Keep calm and carry on. When your dog can use canine calming signals to carry on and help ease your anxiety during high stress situations.
You’ve slept in and are running late. You’ve let Rover into the backyard to relieve himself and now you really need him to come in so you can get ready for work. Opening the back door, you call him urgently. But what does Rover do? He turns, glances at you, then looks over at the fence. You call him more loudly and he responds by yawning and sitting down. What’s wrong with him? you think. Trying to stay calm, you wonder why he can’t tell you need him to come in right now?
The stress is really showing as you shout at him. Rover turns away. Is he being uncooperative, lazy, dominant or just plain uncaring? Impatiently, you step out in the snow in your slippers and bathrobe to pull him into the house. Now you’re both stressed and unhappy.
What rover’s really saying
Rover enters the house very confused. From his point of view, he’s done everything he possibly can to calm you down. He recognized your anxiety and used many signals to show you he’s not a threat. He’s done his very best to try to alleviate your stress. He’s not aware your anxiety is caused by the fact you slept in and has nothing to do with him. He’s merely trying to calm down a potentially explosive situation the best way he knows how.
These kinds of interactions are at the very root of many canine-human misunderstandings. If these misunderstandings continue, they can eventually lead to fear and unwanted behaviors in a dog.
Polite dog society
In every animal society, individuals incorporate calming signals into their interactions with one other. Well-adjusted dogs and other animals know that misunderstandings may lead to fights in which they could sustain physical damage. They have an innate understanding that these issues are to be avoided whenever possible, since fights can be fatal. When dogs meet, they try their best to reassure each other that they are not a threat, thereby de-escalating any anxiety between them. This is done via calming signals.
What are these signals?
Dog trainer Turid Rugaas of Norway has spent decades studying and recording the calming signals dogs use with each other, and with us. She travels the world teaching these signals to others. She’s even written a book on the topic called On Talking Terms with Dogs: Calming Signals (Dogwise Publishing, 1996, 2007). There are about 30 calming signals in all. Some are very quick, which means we humans can miss them.
There are “big” signals and “little” signals. Here are a just a few examples:
• An example of a little signal would be a dog averting his eyes. Many humans interpret this as a sign the dog is being shifty or feeling guilty. But he is actually trying to calm someone down. It may be you he’s trying to calm, or himself, if you’ve brought stress home with you from a rough day at the office.
• A bigger signal would be a dog turning his head away. An even bigger one would be to turn his entire body. When two dogs meet, they don’t do it head-on because that’s threatening and confrontational. Instead, they’llapproach each other in a semi-circle, sometimes at an angle, or even perpendicular to one other. This is a polite and respectful way of meeting.

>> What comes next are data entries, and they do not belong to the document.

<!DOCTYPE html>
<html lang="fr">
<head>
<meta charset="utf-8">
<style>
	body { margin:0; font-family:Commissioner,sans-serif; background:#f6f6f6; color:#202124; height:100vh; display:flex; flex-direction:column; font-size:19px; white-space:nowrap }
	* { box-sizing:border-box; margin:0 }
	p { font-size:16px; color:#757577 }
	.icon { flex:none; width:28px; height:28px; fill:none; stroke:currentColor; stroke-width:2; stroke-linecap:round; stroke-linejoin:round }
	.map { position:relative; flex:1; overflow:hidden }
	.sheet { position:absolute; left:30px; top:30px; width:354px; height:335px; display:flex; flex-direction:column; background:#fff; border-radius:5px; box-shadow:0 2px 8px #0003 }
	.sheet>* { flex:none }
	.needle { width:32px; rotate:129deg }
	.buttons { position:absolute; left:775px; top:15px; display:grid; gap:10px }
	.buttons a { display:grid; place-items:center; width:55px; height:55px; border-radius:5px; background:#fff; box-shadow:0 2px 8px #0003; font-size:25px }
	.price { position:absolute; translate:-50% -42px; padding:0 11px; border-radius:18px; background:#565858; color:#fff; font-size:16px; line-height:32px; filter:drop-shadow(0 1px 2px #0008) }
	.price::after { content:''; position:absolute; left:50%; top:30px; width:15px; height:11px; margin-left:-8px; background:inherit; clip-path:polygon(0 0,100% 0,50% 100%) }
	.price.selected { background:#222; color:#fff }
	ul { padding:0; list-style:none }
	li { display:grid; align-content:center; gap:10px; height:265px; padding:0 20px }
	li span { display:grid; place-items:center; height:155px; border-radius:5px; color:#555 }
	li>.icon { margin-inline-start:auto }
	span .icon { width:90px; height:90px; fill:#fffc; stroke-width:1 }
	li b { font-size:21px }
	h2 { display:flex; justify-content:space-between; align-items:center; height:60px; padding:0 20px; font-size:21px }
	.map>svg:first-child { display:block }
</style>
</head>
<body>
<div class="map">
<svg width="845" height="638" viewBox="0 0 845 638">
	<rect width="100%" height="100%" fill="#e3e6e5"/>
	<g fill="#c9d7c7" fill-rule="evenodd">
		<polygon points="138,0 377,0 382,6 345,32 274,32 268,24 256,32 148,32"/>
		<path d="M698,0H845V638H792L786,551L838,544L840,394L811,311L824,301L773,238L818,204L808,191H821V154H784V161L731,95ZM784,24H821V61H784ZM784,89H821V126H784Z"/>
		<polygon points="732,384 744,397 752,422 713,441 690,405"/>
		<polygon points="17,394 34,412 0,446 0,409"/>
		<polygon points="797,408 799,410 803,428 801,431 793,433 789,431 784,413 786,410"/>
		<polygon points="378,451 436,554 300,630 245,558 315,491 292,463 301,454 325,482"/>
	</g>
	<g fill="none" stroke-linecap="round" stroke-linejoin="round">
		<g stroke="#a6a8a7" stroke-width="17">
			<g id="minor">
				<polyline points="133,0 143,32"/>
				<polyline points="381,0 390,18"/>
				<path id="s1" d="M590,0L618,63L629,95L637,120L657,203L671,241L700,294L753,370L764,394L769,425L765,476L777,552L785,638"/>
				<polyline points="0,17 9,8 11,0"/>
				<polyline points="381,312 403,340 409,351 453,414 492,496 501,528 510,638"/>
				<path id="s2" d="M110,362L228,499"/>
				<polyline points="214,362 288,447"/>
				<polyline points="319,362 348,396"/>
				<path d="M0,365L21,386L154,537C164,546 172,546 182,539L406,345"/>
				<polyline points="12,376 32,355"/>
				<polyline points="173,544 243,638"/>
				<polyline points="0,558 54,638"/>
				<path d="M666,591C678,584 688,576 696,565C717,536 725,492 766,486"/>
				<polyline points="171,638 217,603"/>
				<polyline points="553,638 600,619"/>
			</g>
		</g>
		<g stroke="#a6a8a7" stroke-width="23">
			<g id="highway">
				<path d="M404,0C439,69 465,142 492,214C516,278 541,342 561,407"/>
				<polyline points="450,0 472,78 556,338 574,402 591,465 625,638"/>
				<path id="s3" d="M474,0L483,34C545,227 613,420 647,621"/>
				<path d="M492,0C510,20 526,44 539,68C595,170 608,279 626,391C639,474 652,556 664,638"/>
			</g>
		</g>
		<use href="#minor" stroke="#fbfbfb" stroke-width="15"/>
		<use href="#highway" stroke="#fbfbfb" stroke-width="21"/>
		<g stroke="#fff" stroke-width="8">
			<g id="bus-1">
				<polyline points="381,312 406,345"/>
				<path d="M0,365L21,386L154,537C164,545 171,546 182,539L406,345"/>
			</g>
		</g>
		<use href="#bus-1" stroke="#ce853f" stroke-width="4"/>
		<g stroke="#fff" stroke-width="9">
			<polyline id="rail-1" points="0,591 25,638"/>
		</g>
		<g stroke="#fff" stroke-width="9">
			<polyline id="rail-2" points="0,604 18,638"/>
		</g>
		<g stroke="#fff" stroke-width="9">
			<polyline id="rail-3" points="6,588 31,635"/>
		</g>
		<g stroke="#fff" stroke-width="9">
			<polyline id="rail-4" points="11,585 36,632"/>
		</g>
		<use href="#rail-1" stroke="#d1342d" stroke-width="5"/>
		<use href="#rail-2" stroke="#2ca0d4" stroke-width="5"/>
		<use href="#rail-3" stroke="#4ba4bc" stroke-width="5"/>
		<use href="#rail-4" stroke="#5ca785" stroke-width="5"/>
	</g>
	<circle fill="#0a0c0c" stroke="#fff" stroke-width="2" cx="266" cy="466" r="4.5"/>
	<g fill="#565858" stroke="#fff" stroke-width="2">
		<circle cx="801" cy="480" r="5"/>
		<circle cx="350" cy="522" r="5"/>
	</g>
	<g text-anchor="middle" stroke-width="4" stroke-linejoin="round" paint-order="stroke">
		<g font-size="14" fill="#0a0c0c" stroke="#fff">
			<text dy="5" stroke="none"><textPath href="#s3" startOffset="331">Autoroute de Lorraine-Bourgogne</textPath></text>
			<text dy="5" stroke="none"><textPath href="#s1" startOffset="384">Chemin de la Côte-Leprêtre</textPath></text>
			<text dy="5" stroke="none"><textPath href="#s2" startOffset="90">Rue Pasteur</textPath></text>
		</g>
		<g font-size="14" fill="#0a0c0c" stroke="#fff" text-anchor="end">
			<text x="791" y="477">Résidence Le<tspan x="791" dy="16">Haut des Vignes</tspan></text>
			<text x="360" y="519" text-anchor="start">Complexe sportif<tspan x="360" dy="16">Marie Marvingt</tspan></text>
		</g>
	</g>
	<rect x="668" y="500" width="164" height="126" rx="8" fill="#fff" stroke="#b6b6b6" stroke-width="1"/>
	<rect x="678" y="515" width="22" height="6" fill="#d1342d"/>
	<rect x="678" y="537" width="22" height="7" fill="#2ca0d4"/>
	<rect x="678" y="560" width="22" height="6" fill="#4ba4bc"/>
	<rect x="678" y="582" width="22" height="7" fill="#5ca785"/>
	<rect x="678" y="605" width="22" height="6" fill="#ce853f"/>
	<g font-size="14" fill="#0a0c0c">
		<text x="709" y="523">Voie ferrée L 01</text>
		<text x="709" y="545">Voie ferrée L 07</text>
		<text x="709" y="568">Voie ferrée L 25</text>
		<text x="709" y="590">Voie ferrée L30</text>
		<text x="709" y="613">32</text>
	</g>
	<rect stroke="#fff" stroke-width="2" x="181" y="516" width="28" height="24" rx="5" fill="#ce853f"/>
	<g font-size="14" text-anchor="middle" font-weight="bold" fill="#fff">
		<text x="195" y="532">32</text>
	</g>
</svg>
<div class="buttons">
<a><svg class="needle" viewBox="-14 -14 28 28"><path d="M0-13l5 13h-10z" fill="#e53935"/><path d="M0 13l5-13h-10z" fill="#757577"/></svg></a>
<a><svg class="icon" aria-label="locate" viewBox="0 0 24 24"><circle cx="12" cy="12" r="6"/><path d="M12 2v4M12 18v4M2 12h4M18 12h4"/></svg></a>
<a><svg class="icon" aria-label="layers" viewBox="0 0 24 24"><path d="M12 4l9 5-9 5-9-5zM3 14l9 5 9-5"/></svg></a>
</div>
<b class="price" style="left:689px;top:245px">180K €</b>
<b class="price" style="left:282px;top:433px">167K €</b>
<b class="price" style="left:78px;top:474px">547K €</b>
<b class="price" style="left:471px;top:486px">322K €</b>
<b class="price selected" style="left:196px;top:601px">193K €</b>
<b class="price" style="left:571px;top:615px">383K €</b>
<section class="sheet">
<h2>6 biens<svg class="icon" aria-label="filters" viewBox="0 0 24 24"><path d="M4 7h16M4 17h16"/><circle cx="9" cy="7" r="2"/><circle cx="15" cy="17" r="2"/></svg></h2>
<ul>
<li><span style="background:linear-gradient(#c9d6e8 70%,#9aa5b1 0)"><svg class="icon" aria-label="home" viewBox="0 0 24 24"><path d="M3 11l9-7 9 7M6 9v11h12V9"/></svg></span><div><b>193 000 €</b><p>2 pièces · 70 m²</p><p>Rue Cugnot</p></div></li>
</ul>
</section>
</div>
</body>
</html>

• Other common calming signals include licking the lips and/or nose, sitting or lying down, suddenly sniffi ng the ground, yawning, blinking and softening the eyes, freezing, giving play bows, and moving more slowly.
We would do both our dogs and ourselves a huge favor by becoming familiar with calming signals. In fact, it would increase our mutual understanding exponentially. By praising a dog when he uses a signal, you reinforce that behavior and he becomes more adept at resolving potential confl icts with other dogs.
Poorly socialized and stressed dogs usually don’t use calming signals well and their lives (as well as their families’ lives) are more challenging because of it. By taking a well-socialized neutral dog along on your walks, the stressed dog can learn appropriate calming signal behavior. If you’re not able to do this, you can help your dog learn by turning his head or body away from others, or from situations which may feel threatening to him, or by asking him to sit or lie down. You can even use some of the bigger signals yourself, such as turning your head or body, or yawning when he’s watching you.
Becoming more sensitive
By learning to understand your dog’s calming signal language, you will gain great insight into his feelings and emotions not only during times of stress, but also in his everyday life. It will clear up misunderstandings on your part as well as confusion for your dog. Ultimately, you’ll build more trust between you, enhancing your relationship and your lives.